§ REQUIRED WORK:
Search the listing for the string "reading" and copy every line that contains it.

§ GIVEN DATA:

━━━━━━━━━━━━━━━━━━━━

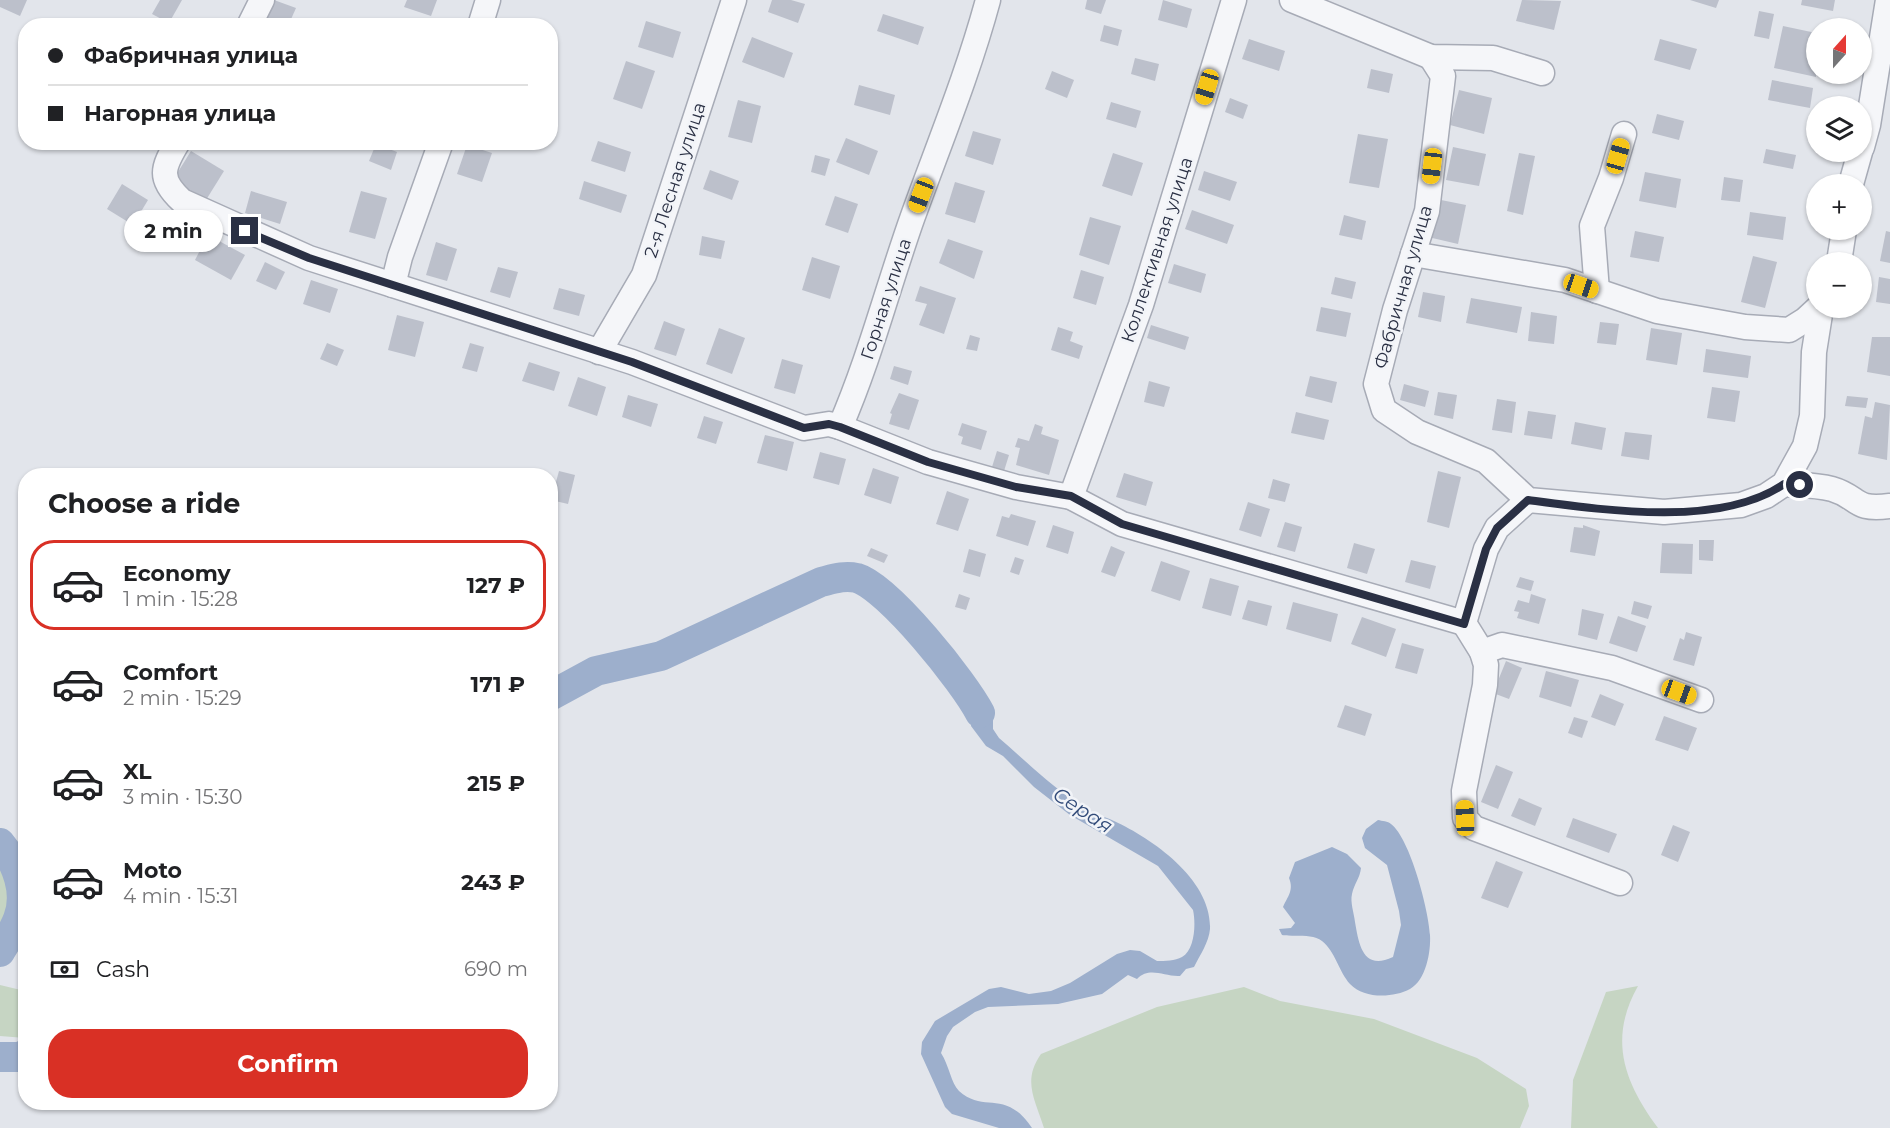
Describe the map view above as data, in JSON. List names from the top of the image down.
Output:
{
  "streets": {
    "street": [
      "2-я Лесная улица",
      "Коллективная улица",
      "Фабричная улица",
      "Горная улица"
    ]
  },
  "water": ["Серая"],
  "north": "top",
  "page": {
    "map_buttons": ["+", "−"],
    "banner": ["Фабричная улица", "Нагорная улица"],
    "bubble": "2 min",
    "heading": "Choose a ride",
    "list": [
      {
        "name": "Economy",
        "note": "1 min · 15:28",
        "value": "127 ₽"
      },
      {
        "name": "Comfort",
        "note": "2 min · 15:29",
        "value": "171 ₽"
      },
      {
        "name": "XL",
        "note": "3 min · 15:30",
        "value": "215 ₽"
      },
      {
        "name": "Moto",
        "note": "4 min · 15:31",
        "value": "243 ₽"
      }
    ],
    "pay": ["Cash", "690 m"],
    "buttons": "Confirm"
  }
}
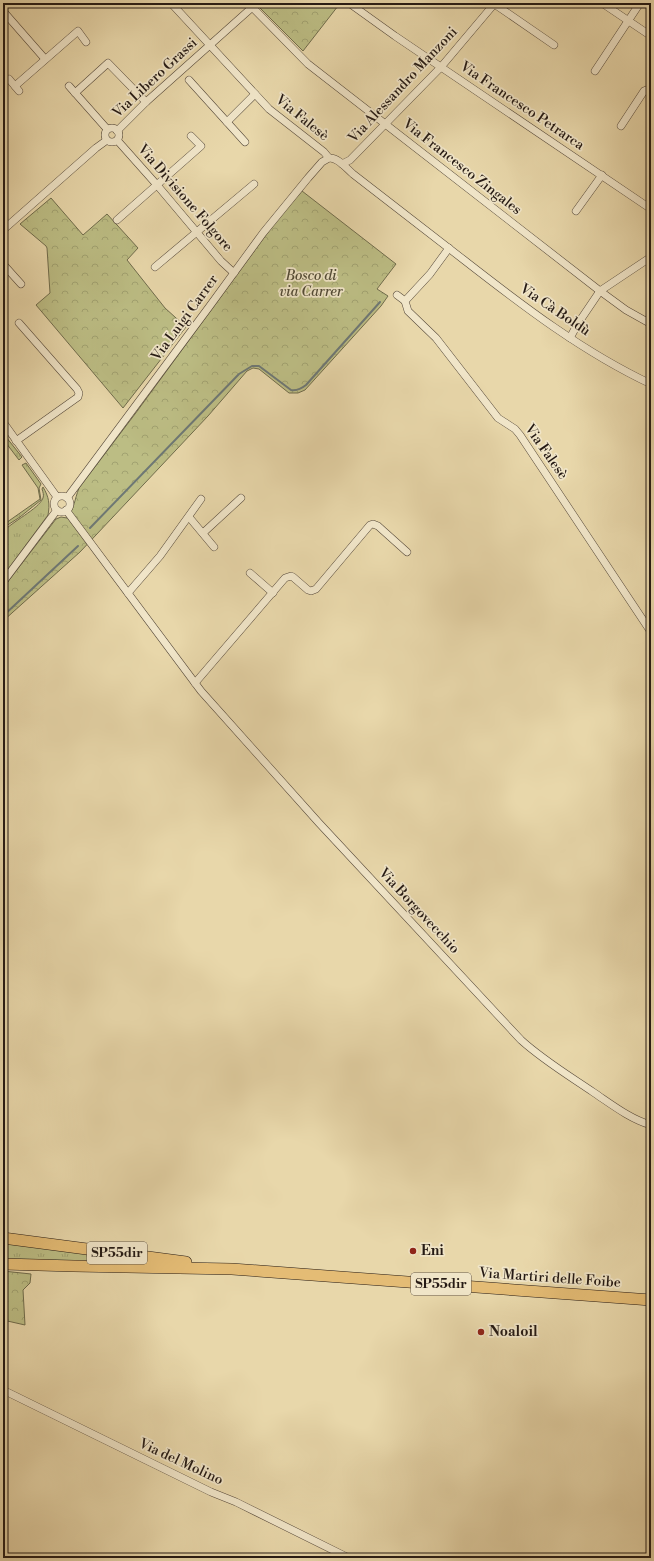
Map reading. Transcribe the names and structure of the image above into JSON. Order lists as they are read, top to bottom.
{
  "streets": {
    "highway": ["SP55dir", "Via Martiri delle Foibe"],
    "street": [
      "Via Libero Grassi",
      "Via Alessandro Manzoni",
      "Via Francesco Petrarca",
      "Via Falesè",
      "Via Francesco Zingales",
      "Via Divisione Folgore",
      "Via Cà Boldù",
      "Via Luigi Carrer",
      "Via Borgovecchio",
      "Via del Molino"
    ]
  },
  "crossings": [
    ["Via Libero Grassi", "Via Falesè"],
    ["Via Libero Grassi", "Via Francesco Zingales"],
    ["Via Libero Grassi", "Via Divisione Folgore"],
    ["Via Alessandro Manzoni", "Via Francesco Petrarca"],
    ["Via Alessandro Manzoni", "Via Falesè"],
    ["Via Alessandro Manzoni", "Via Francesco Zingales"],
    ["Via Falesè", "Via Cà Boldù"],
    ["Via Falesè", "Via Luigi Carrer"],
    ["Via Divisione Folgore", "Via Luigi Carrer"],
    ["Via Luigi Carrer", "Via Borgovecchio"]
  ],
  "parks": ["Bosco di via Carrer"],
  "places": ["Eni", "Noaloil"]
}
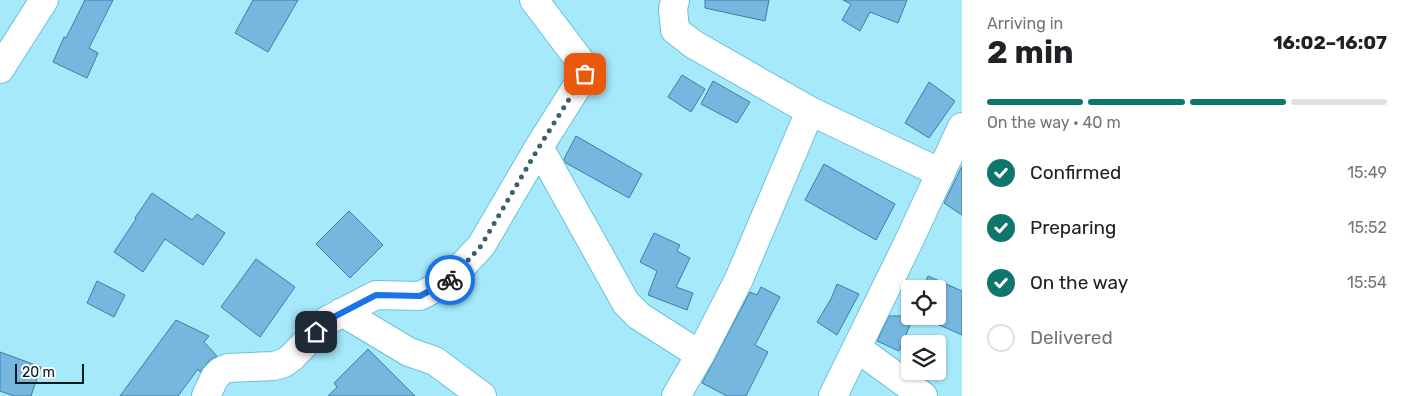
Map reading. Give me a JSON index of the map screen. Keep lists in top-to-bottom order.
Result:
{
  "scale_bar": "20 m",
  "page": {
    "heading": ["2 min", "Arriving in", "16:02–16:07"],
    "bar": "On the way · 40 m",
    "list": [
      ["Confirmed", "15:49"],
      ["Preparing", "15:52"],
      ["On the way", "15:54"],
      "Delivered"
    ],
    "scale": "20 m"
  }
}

━━━━━━━━━━━━━━━━━━━━

§ ANSWER BOX:
Map reading. Transcribe the names and structure of the image above into JSON. Order lists as they are read, top to bottom.
Map reading. Give me a JSON index of the map screen. Keep lists in top-to-bottom order.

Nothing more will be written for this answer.